This notebook is part of my Python data science curriculum
There are two major sets of documentation which are relevant for H2O:
http://docs.h2o.ai/h2o/latest-stable/h2o-docs/welcome.html
http://docs.h2o.ai/h2o/latest-stable/h2o-py/docs/intro.html
import pandas as pd
import altair as alt
alt.renderers.enable('notebook')
RendererRegistry.enable('notebook')
import h2o
h2o.init()
Checking whether there is an H2O instance running at http://localhost:54321..... not found.
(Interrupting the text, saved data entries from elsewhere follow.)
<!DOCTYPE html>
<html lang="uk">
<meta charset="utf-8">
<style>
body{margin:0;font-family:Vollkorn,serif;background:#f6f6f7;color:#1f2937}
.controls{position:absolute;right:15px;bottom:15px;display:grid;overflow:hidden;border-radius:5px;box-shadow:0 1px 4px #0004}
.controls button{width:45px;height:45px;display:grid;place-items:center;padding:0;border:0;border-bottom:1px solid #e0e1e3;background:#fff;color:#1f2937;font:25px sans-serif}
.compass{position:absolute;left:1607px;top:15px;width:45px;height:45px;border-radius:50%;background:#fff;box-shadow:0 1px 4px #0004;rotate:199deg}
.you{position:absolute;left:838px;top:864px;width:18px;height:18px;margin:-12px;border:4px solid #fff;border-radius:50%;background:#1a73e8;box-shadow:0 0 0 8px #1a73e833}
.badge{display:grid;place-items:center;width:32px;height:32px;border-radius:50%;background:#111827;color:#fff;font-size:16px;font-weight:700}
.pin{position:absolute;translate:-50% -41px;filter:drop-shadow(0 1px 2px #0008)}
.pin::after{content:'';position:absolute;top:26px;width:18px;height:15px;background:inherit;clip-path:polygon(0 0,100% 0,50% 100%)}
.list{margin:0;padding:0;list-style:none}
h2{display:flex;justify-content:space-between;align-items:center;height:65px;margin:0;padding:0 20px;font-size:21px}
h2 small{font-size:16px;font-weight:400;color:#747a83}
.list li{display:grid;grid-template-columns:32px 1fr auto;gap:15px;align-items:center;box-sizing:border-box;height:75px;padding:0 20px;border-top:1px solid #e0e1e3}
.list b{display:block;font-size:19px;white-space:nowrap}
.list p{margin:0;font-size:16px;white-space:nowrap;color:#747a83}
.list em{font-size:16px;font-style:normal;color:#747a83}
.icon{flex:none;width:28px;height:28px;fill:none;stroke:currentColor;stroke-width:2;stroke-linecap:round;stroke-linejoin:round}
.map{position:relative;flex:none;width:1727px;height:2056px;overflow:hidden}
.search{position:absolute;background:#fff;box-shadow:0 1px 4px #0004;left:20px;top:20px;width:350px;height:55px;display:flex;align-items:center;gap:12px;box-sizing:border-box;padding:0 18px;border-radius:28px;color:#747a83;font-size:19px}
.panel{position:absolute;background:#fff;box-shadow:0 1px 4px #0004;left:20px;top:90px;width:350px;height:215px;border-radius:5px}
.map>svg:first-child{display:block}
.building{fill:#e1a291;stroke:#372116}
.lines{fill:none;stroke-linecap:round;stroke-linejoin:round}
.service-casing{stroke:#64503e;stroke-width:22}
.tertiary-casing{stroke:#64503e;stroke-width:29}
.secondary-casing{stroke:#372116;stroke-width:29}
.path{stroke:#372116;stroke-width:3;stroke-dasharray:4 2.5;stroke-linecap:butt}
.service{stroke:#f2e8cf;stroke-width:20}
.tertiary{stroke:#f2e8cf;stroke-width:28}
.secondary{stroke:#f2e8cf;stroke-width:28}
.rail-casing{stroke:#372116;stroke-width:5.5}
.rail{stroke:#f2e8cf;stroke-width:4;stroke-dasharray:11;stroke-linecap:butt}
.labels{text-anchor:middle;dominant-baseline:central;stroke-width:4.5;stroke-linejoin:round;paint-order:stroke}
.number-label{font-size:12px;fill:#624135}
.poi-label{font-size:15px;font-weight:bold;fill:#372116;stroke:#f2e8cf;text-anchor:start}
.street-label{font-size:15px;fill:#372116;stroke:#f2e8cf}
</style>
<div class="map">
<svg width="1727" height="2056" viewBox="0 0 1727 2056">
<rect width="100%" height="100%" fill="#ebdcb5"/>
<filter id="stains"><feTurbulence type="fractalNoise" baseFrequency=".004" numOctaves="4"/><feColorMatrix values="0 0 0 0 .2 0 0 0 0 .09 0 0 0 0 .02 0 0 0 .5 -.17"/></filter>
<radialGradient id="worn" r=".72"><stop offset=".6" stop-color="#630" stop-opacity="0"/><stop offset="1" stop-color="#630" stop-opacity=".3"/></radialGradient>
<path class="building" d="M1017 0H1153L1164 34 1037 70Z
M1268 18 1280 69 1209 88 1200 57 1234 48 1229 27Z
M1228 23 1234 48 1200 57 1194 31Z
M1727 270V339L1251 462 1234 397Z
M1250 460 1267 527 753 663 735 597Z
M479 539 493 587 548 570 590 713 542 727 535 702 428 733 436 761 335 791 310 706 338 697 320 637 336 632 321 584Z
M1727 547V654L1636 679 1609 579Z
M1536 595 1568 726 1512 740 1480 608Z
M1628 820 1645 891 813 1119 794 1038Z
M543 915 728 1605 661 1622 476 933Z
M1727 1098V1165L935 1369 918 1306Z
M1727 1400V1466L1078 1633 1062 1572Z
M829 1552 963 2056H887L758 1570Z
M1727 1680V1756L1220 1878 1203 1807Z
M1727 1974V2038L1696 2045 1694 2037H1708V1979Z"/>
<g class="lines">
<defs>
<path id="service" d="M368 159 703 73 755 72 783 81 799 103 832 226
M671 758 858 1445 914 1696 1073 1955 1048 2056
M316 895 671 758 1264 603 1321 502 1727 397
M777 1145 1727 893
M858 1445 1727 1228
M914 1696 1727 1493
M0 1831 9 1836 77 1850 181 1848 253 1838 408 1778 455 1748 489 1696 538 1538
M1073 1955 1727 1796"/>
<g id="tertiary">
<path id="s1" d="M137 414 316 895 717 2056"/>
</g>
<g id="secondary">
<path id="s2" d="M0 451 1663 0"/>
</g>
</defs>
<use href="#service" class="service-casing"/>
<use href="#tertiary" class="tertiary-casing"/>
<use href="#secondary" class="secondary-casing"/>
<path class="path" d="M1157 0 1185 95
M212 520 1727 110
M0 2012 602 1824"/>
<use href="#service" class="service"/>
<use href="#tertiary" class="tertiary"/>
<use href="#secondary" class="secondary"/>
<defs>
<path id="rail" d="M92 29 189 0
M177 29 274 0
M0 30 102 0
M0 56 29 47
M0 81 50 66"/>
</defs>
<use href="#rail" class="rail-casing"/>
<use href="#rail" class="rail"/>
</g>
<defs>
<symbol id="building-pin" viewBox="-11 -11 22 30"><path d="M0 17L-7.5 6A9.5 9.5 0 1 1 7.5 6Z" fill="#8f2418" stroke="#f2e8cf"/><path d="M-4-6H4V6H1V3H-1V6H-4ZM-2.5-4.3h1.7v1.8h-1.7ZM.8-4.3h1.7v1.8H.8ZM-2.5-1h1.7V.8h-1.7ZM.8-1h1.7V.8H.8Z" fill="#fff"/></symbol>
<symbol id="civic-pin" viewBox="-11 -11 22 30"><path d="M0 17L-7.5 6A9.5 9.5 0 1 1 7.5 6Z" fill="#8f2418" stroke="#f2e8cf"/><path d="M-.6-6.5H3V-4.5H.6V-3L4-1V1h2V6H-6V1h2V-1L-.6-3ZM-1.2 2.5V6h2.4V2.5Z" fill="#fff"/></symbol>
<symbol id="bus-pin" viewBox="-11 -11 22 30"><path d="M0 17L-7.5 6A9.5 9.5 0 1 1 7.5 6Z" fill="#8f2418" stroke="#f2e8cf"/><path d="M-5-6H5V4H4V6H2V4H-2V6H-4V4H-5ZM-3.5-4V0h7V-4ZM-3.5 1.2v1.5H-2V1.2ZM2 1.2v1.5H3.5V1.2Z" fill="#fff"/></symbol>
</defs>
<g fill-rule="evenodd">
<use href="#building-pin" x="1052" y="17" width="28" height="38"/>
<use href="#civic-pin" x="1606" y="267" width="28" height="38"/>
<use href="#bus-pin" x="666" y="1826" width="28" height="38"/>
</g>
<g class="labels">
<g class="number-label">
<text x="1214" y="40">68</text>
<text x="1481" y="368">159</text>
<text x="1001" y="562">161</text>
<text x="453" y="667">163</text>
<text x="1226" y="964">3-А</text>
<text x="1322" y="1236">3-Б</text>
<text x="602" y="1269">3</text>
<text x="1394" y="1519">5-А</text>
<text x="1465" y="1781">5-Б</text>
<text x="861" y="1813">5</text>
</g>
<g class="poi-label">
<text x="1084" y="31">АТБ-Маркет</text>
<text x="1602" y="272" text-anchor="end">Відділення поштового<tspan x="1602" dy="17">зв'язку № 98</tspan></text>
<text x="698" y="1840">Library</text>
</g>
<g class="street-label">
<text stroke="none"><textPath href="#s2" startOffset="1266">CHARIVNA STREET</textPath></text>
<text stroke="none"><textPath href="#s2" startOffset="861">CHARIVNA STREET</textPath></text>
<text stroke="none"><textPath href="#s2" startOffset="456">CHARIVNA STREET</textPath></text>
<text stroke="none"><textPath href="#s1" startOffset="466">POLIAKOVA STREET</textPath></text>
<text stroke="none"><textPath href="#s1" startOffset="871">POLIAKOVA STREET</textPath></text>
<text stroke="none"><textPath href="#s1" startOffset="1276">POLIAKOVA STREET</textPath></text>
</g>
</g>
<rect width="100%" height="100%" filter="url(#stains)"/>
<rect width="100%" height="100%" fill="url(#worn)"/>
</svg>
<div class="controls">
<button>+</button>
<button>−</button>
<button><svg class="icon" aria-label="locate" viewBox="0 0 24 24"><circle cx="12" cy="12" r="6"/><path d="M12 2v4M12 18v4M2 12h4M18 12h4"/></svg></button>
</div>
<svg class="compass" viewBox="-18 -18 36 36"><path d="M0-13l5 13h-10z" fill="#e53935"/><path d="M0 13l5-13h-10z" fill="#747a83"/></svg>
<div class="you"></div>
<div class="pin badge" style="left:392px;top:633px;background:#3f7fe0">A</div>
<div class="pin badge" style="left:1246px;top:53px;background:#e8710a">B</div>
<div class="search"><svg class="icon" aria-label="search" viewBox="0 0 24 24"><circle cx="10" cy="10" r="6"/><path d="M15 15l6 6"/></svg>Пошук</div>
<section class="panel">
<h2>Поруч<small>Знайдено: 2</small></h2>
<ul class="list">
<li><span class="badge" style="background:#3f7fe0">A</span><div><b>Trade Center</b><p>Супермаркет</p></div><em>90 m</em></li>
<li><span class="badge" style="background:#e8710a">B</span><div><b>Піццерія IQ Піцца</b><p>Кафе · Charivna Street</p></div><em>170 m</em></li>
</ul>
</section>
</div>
Attempting to start a local H2O server... Java Version: openjdk version "1.8.0_111"; OpenJDK Runtime Environment (build 1.8.0_111-8u111-b14-2~bpo8+1-b14); OpenJDK 64-Bit Server VM (build 25.111-b14, mixed mode) Starting server from /opt/pyenv/versions/anaconda3-5.2.0/lib/python3.6/site-packages/h2o/backend/bin/h2o.jar Ice root: /tmp/tmpz21aee3a JVM stdout: /tmp/tmpz21aee3a/h2o_terran_started_from_python.out JVM stderr: /tmp/tmpz21aee3a/h2o_terran_started_from_python.err Server is running at http://127.0.0.1:54321 Connecting to H2O server at http://127.0.0.1:54321... successful.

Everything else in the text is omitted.